Initial results find 42% of respondents had contracts terminated in the last six months, while 43% of respondents experienced dramatic payment cuts from insurers — both mid-contract and at renewal — in some cases by as much as 60%. Some of the impacted contracts were signed less than six months ago.
The informal, non-scientific survey, which was distributed earlier this month, received responses from 76 practice groups in 33 states. It confirms anecdotal complaints that proposed surprise medical bill legislation has coincided with a significant number of insurance contract terminations and unilateral lower payment adjustments by health insurance companies.
While the timing alone suggests insurance companies are motivated by factors related to anticipated legislative changes on surprise medical bills, some survey respondents reported they were specifically told by insurers this was the case.
The responses also indicated that UnitedHealthcare was noted as the insurer most associated with these changes, but Aetna, Cigna and Blue Cross Blue Shield also were mentioned.
By Don McCanne, M.D.
Patients who have been diligent in making sure that their hospitals and surgeons are in their insurers’ provider networks, often they find that the anesthesiologist is not and thus they may be exposed to surprise medical bills.
According to this survey from the American Society of Anesthesiologists there has been a relatively abrupt move on the part of private insurers to either demand payment cuts of up to 60% or force anesthesiologists out of the insurers’ provider networks. This certainly does not benefit the anesthesiologists, and it potentially exposes patients to surprise medical bills. So who does benefit? It is likely that the legislative proposals to end surprise billing that are being considered by Congress will primarily benefit the insurers. The government will control fees without need for the insurers to negotiate contracts with the providers.

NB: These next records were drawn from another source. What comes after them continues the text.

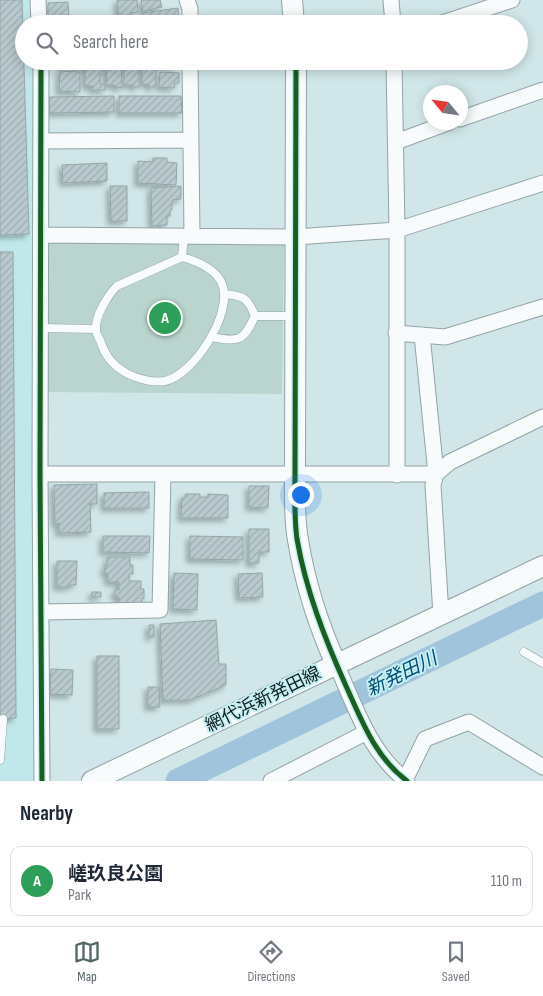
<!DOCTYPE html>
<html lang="en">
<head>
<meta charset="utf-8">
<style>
  :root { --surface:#fff; --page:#f6f6f7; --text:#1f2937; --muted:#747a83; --line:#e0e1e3; --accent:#536566 }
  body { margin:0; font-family:"Sofia Sans Condensed","Noto Sans JP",sans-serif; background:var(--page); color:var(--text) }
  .compass { position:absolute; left:423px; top:85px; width:45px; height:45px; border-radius:50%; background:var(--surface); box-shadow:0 2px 12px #0003; rotate:299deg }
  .you { position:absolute; left:300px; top:494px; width:18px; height:18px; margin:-12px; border:4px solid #fff; border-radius:50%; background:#1a73e8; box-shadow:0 0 0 8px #1a73e833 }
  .badge { display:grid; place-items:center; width:32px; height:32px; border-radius:50%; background:var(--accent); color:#fff; font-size:16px; font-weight:700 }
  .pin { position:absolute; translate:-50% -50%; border:2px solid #fff; box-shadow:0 1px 5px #0006 }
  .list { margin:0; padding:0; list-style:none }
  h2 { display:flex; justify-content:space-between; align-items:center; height:65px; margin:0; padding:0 20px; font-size:21px }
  h2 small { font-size:16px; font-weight:400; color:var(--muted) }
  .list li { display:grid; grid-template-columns:32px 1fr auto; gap:15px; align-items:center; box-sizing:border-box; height:70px; margin:0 10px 10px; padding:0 10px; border:1px solid var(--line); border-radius:10px }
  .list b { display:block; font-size:19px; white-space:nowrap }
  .list p { margin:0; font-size:16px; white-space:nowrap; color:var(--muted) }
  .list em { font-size:16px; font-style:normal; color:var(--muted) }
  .icon { flex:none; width:28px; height:28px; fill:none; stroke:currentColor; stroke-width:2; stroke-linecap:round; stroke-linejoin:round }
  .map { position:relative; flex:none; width:543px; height:781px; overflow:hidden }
  .search { position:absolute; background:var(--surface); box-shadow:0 2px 12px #0003; left:15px; right:15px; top:15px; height:55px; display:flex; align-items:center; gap:12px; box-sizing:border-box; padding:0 18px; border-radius:28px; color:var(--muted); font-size:19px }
  .sheet { height:145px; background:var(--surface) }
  nav { display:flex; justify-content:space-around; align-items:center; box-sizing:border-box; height:70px; border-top:1px solid var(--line); background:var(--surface); font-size:14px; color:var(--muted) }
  nav a { display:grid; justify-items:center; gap:2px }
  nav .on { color:var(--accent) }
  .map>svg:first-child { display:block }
  .built { fill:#c0e7ea }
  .park { fill:#bad5ce }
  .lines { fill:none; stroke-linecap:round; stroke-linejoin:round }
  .river { stroke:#a0c4db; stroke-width:25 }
  .building { fill:url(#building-hatch); stroke:#95a6a9; filter:url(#shadow) }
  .lane-casing { stroke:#92a3a5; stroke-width:9 }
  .street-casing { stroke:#92a3a5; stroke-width:17 }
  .secondary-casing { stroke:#92a3a5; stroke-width:22 }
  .lane { stroke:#f8fbfc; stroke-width:8 }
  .street { stroke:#f8fbfc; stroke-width:15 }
  .secondary { stroke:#f8fbfc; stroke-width:20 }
  .cycleway-casing { stroke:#c5eff2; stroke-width:8 }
  .cycleway { stroke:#1b5e20; stroke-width:5 }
  .labels { text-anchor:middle; stroke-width:4; stroke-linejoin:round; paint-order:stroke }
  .street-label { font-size:18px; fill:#0f1f20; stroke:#c5eff2 }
  .water-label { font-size:19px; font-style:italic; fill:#004d76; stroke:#c5eff2 }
</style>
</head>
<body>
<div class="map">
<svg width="543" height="781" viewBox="0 0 543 781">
  <defs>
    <pattern id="building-hatch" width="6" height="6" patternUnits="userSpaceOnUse" patternTransform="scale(1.25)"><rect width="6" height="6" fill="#b9cace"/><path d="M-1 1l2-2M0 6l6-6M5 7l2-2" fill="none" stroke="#9eadb1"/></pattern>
    <filter id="shadow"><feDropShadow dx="-3.5" dy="3.5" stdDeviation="2.5" flood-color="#0004"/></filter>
  </defs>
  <rect width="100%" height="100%" fill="#d0e6e8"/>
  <!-- built -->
  <path class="built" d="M0,0H30L32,24H24V61H34V781H0Z"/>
  <!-- park -->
  <path class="park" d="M47,243L284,244L282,394L45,392Z"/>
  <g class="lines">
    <!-- river -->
    <path class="river" d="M178,781L543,604"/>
  </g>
  <!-- building -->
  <path class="building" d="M0,0H22L29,234L0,235Z
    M117,0H137L138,12L131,13V20H135V24H120Z
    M141,0H160L162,7L143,11Z
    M68,2L69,17H62V21H54L53,15L48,16V3Z
    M178,8L179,19H173L174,24H144L143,13Z
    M61,61H83V68H61Z
    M85,61H100V65H103V74H100V84H105V90H92L93,86H85Z
    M160,61H175V67L160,66Z
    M106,62H116V66L121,65L122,87L116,88L115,85H107Z
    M124,62H134V66H139V87H133V85H124Z
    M142,62L152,63V66H157L155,87H149V84H142Z
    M60,71L80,72V92L59,91Z
    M160,72L179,73V83H175L174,88L159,87Z
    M114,96V112L50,113L49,97Z
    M119,96H181L182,113H119Z
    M153,158H167V162L177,163L176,185L138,183V161L153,162Z
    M107,163V181L63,183L62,165Z
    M110,186H127V221H111Z
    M181,186V199L172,200V210H170V216H167V225L152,226L151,188Z
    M0,252H13L16,718L0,719Z
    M97,484V504H90L91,532L59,533V523L55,524L54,485Z
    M249,486H269L268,508L249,507Z
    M149,492V508H104V493Z
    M185,494H200V497H208V494L228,495V518H181L182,498H186Z
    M249,529H269V552H259V563H249Z
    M103,536H150L149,553L103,552Z
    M190,536L243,537V560L190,559Z
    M108,557H130V565H133V574H129V581H141V589H144V599L142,598V604L119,603V597H115V590H119V582H108V573H104L105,566H107Z
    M57,561H77L76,585H69V587H57Z
    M174,573L198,574L197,610L173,609Z
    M262,573L263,597L239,598L238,574Z
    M92,592H101V597H91Z
    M216,620L219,664H226V685L190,700H163L160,624Z
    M149,625H154V637H149Z
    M97,656H119V729H97Z
    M51,669L73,670L72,695L50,694Z
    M148,687H159L160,707H148Z"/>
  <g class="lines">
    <!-- lane casing -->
    <g class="lane-casing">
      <path id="lane" d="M182,257C196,261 216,269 222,284C234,312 194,375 165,381C153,383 138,379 128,374C113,366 105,356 100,340C98,337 96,333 96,329C95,316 108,295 117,286L182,257L184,236
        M255,316H295
        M41,328L96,329
        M211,337C239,342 243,342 255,316C248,298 244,296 225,294
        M524,652L543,663
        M0,760L3,719"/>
    </g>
    <!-- street casing -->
    <g class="street-casing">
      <path id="street" d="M38,0L39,24
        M187,0L190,9V24
        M391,0L393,24
        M439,24L512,0
        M41,61L40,474L42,781
        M190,61L192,236
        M394,61L397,230V475
        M460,119L543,90
        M41,141L191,140
        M396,142L450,122
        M41,235L295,237L397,230L543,183
        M396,333L445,337L543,307
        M422,335L436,474L433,485L441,615
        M40,474H436L450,462L543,417
        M41,612L160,610L163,474
        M336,664C355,705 369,753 407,781
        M405,780L425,739L469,722L543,767
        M271,781L367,732"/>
    </g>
    <!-- secondary casing -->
    <g class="secondary-casing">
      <path id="secondary" d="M292,0L294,24
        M296,61L295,475C295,496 294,519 298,540C305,583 318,624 336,664
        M92,781L543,566"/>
    </g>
    <!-- lane -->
    <use href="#lane" class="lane"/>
    <!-- street -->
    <use href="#street" class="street"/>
    <!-- secondary -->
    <use href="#secondary" class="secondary"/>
    <!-- cycleway casing -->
    <g class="cycleway-casing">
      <path id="cycleway" d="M41,61L40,474L42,781
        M296,61L295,475C295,496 294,518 297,539C306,591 325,639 346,686C362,721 375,757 407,781"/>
    </g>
    <!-- cycleway -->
    <use href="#cycleway" class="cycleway"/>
  </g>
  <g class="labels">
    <!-- street labels -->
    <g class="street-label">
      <text transform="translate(263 699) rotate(-26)" y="6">網代浜新発田線</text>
    </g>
    <!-- water labels -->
    <g class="water-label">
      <text transform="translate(401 673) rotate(-26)" y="7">新発田川</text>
    </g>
  </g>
</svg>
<svg class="compass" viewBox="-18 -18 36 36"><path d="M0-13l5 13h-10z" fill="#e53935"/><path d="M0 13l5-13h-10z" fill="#747a83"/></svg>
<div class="you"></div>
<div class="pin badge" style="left:165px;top:318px;background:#2e9e5b">A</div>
<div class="search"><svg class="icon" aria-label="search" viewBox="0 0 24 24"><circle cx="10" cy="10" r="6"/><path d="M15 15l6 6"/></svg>Search here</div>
</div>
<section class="sheet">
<h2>Nearby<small></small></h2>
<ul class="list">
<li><span class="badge" style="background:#2e9e5b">A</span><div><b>嵯玖良公園</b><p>Park</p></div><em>110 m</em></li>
</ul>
</section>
<nav>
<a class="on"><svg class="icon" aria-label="map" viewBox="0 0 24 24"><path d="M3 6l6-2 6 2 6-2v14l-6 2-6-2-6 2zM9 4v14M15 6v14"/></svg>Map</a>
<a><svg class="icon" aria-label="directions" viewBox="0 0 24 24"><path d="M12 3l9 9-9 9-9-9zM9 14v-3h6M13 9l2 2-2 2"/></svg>Directions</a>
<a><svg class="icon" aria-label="saved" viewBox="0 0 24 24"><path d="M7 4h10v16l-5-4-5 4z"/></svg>Saved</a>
</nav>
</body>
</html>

This will work particularly well for the insurers if the legislation protects the patients from the surprise bills and the principle is established that the government can control fees in the private sector and not just in government programs such as Medicare and Medicaid. The insurer gets the equivalent of contracted rates without having to negotiate contracts. Arbitration has been proposed but it is administratively burdensome and costly and may result in higher fees, so the insurers do not want that. Congress has been very friendly to the insurance industry, and it is likely that this abrupt trend in contract cancellations signals the fact that the final surprise bill legislation will be written by the insurance lobbyists.
Can those politicians who keep telling us that we want to keep our private insurance plans explain to us why we would? Maybe we could find out their true motivations by checking out OpenSecrets.org.
Yes, fees would be controlled under single payer Medicare for All, but they would be determined through negotiations with representatives of the physicians, ensuring that they are fair for the physicians and fair for the taxpayers who fund the system. As it is now, we may soon find that our urgent care centers are staffed by former anesthesiologists who now work by the clock.